WICCI’s Wildlife Working Group investigates how Wisconsin’s changing climate will impact wildlife populations and the habitats they depend on. We bring together managers and scientists interested in understanding and assessing the ecological impacts of modern climate.
One of our most important efforts is the development of climate change adaptation principles to help guide wildlife conservation now and into the future. In doing so, we actively engage with state wildlife managers and organize workshops focused on developing strategies and tactics in climate change adaptation.
Summary of Issues and Impacts
The evidence that wildlife populations are responding to modern climate change is now overwhelming. There is strong scientific consensus that environmental tipping points are being crossed and many species are adapting — or failing to adapt — to a rapidly changing climate. For almost half a century, we have experienced rapidly rising temperatures, extreme weather, shorter winters, and earlier springs.
Ultimately, species have three options in their response to climate change: move, adapt, or face extinction.

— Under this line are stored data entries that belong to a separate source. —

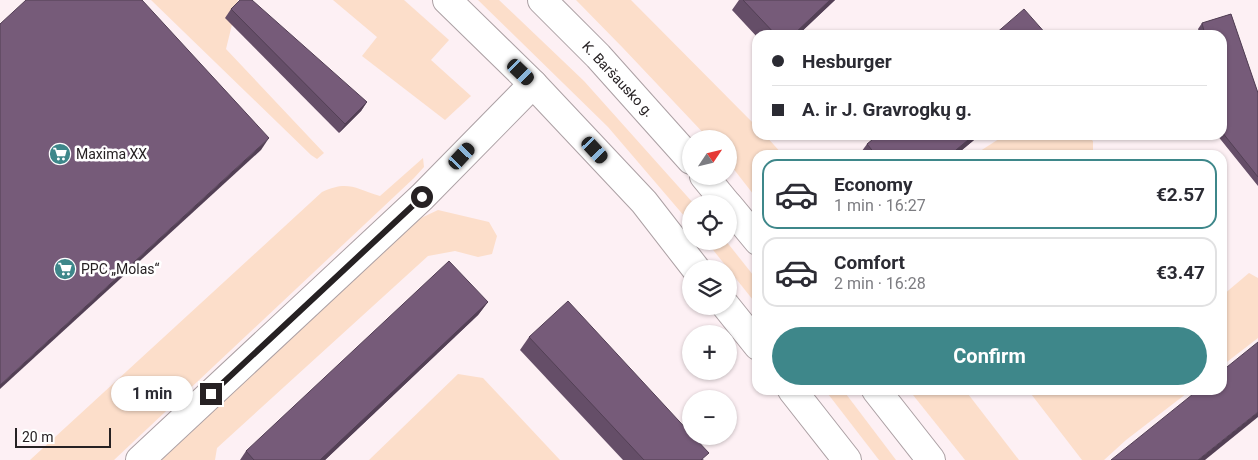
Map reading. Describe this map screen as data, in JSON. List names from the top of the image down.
{
  "streets": {
    "main road": ["K. Baršausko g."]
  },
  "places": {
    "supermarket": ["Maxima XX", "PPC „Molas“"]
  },
  "scale_bar": "20 m",
  "north": "top right",
  "page": {
    "banner": ["Hesburger", "A. ir J. Gravrogkų g."],
    "map_buttons": ["+", "−"],
    "list": [
      {
        "name": "Economy",
        "note": "1 min · 16:27",
        "value": "€2.57"
      },
      {
        "name": "Comfort",
        "note": "2 min · 16:28",
        "value": "€3.47"
      }
    ],
    "buttons": "Confirm",
    "bubble": "1 min",
    "scale": "20 m"
  }
}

In Wisconsin, modern climate change has far-reaching consequences, but the consequences of these changes for wildlife vary widely, with some species benefitting and others unable to move or adapt. Whether a species is vulnerable to climate change is determined by their exposure to these changes, sensitivity to weather and climate, and ability to adapt.
To adapt to future climate change, vulnerable wildlife will have to change their behavior, for example to use different foods or migrate earlier, or move to more favorable habitats. Alternatively, wildlife might evolve to better match this new climate space, but this can take many years and multiple generations.
For decades, researchers have documented how Wisconsin’s wildlife are responding to climate change. Many species are shifting their ranges northward to track a changing climate. Winter-adapted species typical of northern Wisconsin are declining and retracting out of the state, whereas warm-adapted species are expanding their ranges.
Loss of Snow Cover
The loss of snow cover is particularly problematic for many of Wisconsin’s wildlife. A shorter winter with less snow deprives many species of an important protection from extreme winter weather and cold snaps. Seasonal snow cover provides important camouflage for species like the snowshoe hare. A deep snow layer also provides a seasonal refuge for birds like ruffed grouse to stay warm during the winter months.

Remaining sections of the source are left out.